Dataset entries
---
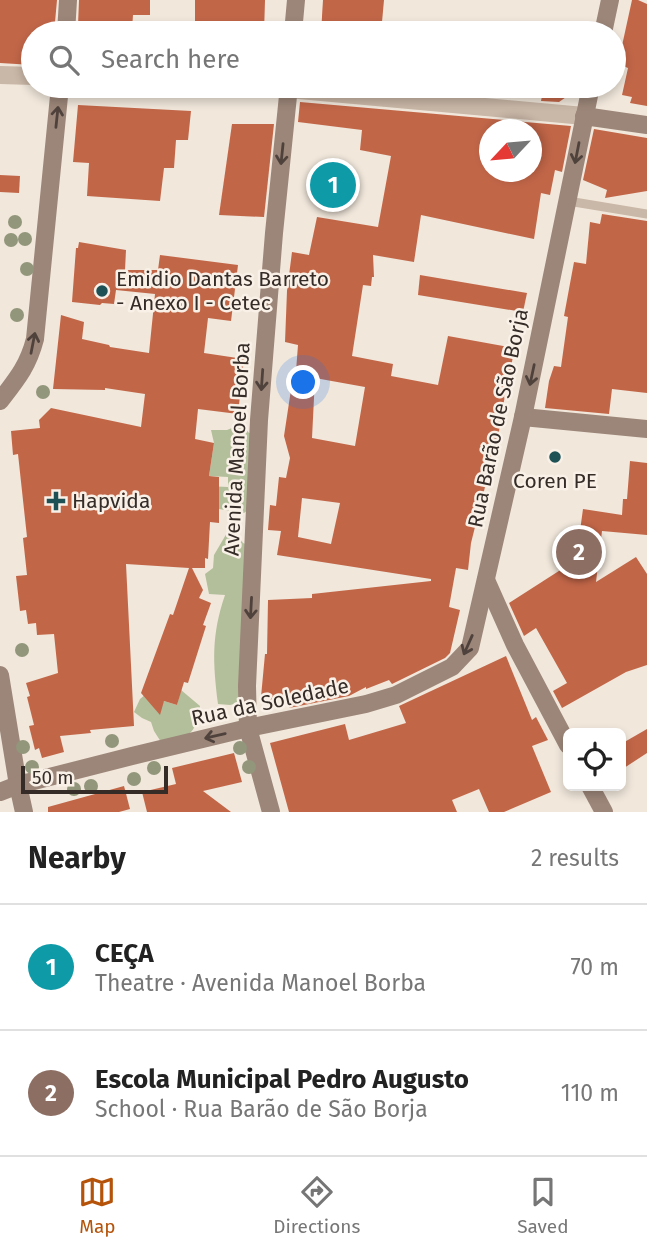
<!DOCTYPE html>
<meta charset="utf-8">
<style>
body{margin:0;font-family:"Fira Sans",sans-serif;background:#f2f2f2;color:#222}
.controls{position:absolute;right:21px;bottom:21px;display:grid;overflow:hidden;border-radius:10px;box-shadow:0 4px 10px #0003}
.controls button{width:63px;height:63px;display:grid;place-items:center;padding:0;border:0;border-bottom:2px solid #e0e0e0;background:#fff;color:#222;font:35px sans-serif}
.compass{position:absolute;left:479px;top:119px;width:63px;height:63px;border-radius:50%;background:#fff;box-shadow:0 4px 10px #0003;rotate:244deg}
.scale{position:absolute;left:21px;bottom:18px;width:147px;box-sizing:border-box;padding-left:7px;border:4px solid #352c28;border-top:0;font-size:19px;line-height:24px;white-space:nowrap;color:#352c28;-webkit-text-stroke:5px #f9f1e7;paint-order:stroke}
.you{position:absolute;left:304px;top:383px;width:24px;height:24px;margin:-18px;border:5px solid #fff;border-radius:50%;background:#1a73e8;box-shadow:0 0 0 10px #1a73e833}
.badge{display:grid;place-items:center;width:46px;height:46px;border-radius:50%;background:#b45309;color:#fff;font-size:23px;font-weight:700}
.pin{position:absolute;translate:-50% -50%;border:4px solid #fff;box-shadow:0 2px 7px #0006}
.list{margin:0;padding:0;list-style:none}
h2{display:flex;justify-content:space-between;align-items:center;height:91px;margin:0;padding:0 28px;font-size:30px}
h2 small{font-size:23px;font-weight:400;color:#767676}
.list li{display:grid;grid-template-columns:46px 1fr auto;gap:21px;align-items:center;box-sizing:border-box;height:126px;padding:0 28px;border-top:2px solid #e0e0e0}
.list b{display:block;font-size:26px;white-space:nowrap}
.list p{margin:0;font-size:23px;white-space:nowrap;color:#767676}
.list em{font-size:23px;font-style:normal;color:#767676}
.icon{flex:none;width:38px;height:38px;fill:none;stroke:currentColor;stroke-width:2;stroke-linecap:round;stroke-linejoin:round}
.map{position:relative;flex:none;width:647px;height:812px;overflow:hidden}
.search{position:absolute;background:#fff;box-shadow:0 4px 10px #0003;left:21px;right:21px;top:21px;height:77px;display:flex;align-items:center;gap:18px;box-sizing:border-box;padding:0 24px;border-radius:38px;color:#767676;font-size:26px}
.sheet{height:343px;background:#fff}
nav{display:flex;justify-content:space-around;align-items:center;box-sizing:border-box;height:98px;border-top:2px solid #e0e0e0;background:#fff;font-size:19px;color:#767676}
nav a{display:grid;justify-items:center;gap:4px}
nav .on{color:#b45309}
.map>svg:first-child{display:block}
</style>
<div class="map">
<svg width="647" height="812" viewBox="0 0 647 812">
<rect width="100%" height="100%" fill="#f1e7db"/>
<!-- green -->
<g fill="#b3bf9b">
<polygon points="242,424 249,433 262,432 253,506 244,513 219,509 219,493 206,494 207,486 228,487 228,477 209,476 214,443 211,430 227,430"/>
<path d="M231 526 243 543 250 546 242 702 230 705 218 704C213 663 211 636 225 595L209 594 205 574 213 568 214 555Z"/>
<path d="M181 690 200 706C195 736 191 736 161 742L154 731 151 722 142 718 134 712 140 699 146 694 157 711 164 701 177 705Z"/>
</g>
<!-- building -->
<g fill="#c26648" fill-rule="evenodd">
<polygon points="0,0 57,0 54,33 33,33 33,65 0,63"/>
<polygon points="79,0 150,0 150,15 133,15 132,29 78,26"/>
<polygon points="195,0 265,0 264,33 195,33"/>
<polygon points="323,0 384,0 381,33 321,33"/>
<polygon points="632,0 638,0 647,4 647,106 630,103 632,97 622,95 628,68 618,64"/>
<polygon points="378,86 500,86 499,97"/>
<polygon points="544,86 579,86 579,88 559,102 541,101"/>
<path d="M300 102 571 126 562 172 555 170 550 195 541 193 534 239 421 215 414 262 373 255 374 277H372L371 286 363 285 352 356 393 364 391 376 438 385 448 336 514 348 509 383H507L499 431 471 543 468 570 456 568 449 607 460 610 450 653 445 658 392 684 389 680 366 689V687L349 696 289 708 288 698 270 700 261 697 265 654H267L268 600 312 598V594L431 581V579L277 555 281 531 268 530 270 505 276 506 279 477 286 478 290 458 284 436 292 383 295 384 298 345 285 342 287 291 292 252 309 255 317 217 378 227 391 156 360 150 362 130 298 122ZM489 130H531V172H489ZM315 378 365 387 355 446 312 438ZM302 498 340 503 331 544 298 537Z"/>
<polygon points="78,105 191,111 188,140 176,140 174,168 164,168 160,201 87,196 89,163 73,162"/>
<polygon points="232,124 274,124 264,217 219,215"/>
<polygon points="594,129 647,138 647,191 605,198 607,190 583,180"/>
<polygon points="0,175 20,176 19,193 0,192"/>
<polygon points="602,214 647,221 647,393 612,389 609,414 545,408 549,381 554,366 561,367 568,317 564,316 574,262 586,264 590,222 600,224"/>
<polygon points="79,242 126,250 125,270 158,270 160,255 238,265 231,321 208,318 204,353 244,359 238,414 198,409 195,439 214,443 209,476 219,477 219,523 210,522 208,559 205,558 205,568 192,568 203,590 199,598 211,603 203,625 206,626 188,683 184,682 177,705 164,701 160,715 141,693 170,614 173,615 189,568 126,564 134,726 90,730 91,733 60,736 64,752 42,758 39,748 35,750 29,726 34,725 27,697 30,696 26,683 58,673 54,634 37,635 36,623 28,624 26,610 20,611 16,576 27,575 23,538 27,537 18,454 13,455 11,431 40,428 39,420 51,408 141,427 145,394 105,388 105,390 53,389 61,315 84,322 82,339 109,345 110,347 149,353 155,294 116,290 114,304 102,303 100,305 72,302 76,248 78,248"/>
<polygon points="420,275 527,293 523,312 418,295"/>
<polygon points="630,461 647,463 647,535 602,531 596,582 636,557 647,574 647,665 626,672 562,708 553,691 567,683 536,628 524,636 509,603 576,560 583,509 622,515 623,499 627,499"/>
<polygon points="506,656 532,720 536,717 548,740 532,746 551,792 504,812 489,812 479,789 452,800 457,812 289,812 270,743 345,724 349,740 406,723 399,706"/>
<polygon points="647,729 647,753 621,770 621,744"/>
<polygon points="234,753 242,782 203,791 231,812 147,812 142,792 176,784 172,768"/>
<polygon points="124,786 130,809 119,812 48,812 48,807"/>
</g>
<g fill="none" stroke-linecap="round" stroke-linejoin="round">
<!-- lane -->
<polyline stroke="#c9b7a7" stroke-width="9" points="568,201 647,214"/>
<!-- street -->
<g stroke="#c9b7a7" stroke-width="18">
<polyline points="0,75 33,76"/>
<polyline points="231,86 288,89 584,116"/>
</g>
<!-- secondary -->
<g stroke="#9c8679" stroke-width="18">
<polyline points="66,33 68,0"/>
<polyline points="293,33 296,0"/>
<polyline points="603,33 610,0"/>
<polyline points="584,116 647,125"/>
<path d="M0 401C17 379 28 366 35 339L60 86"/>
<polyline points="523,417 647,429"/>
<polyline points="486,580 515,645 568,745"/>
<polyline points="0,675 18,785 24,812"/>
<polyline points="590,786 604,812"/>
<polyline points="0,792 18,785 132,756 248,728 366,704 396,695 452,667 470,648 523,417 591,86"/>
<polyline points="271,812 248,728 247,686 259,420 274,233 289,86"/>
</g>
</g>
<!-- trees -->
<g fill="#92967b">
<circle cx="15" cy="222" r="7"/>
<circle cx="25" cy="239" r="7"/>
<circle cx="11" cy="240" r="7"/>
<circle cx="27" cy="269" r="7"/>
<circle cx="17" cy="315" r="7"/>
<circle cx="43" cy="392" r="7"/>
<circle cx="22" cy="650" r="7"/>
<circle cx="112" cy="741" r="7"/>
<circle cx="23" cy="747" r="7"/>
<circle cx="240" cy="748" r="7"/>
<circle cx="32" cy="767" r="7"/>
<circle cx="249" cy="767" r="7"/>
<circle cx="154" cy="768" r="7"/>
<circle cx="134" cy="779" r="7"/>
<circle cx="91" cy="786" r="7"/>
<circle cx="74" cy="789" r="7"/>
</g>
<!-- one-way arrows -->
<defs><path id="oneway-shaft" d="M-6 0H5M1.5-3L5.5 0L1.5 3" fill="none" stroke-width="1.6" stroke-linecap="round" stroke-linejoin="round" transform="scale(1.75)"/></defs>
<g stroke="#4f423c">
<use href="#oneway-shaft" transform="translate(57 117) rotate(-84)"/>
<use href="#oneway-shaft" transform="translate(577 153) rotate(101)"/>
<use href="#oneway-shaft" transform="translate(282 154) rotate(96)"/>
<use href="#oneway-shaft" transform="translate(33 343) rotate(-79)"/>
<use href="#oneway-shaft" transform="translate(532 375) rotate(102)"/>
<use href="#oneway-shaft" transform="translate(262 380) rotate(94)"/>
<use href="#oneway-shaft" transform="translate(251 608) rotate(93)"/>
<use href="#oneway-shaft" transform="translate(468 645) rotate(114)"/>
<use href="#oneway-shaft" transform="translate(215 736) rotate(167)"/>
</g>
<!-- markers -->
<g fill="#1e5155" stroke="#f9f1e7" stroke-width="2.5">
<circle cx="102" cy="291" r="7"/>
<circle cx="555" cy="457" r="7"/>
<path d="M52.5 490.5h7v7h7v7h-7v7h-7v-7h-7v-7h7z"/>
</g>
<g text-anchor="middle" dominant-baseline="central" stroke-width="5" stroke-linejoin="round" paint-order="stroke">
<!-- poi labels -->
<g font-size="21" fill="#352c28" stroke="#f9f1e7" text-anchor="start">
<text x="116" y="279">Emidio Dantas Barreto<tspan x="116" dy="24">- Anexo I - Cetec</tspan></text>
<text x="555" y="481" text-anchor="middle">Coren PE</text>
<text x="72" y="501">Hapvida</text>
</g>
<!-- street labels -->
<g font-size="21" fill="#352c28" stroke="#f9f1e7">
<text transform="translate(498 418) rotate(-78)">Rua Barão de São Borja</text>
<text transform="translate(237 449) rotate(-87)">Avenida Manoel Borba</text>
<text transform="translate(270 702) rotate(-12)">Rua da Soledade</text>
</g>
</g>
</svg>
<div class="controls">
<button><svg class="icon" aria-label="locate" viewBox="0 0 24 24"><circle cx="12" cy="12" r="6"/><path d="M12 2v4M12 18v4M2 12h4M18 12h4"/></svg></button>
</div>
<svg class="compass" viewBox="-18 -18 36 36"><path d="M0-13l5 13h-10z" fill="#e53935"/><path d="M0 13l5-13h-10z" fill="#767676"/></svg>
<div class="scale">50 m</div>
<div class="you"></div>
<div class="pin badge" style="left:333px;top:185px;background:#0f9aa8">1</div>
<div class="pin badge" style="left:579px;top:552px;background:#8d6e63">2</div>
<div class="search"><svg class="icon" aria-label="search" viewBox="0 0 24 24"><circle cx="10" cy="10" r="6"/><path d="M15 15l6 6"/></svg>Search here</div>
</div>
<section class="sheet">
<h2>Nearby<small>2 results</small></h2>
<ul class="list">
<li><span class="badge" style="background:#0f9aa8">1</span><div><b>CEÇA</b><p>Theatre · Avenida Manoel Borba</p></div><em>70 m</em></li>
<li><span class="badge" style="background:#8d6e63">2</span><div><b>Escola Municipal Pedro Augusto</b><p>School · Rua Barão de São Borja</p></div><em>110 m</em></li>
</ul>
</section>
<nav>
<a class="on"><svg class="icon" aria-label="map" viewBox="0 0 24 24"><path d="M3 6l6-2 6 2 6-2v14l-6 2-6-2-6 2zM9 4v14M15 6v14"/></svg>Map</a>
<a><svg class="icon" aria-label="directions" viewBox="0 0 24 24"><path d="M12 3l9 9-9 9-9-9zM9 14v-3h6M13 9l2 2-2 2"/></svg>Directions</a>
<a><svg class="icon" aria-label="saved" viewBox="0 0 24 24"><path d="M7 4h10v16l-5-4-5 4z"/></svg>Saved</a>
</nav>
---
> [Your task]: Show every line above where "compass" is found.

> [Answer for the task]:
.compass{position:absolute;left:479px;top:119px;width:63px;height:63px;border-radius:50%;background:#fff;box-shadow:0 4px 10px #0003;rotate:244deg}
<svg class="compass" viewBox="-18 -18 36 36"><path d="M0-13l5 13h-10z" fill="#e53935"/><path d="M0 13l5-13h-10z" fill="#767676"/></svg>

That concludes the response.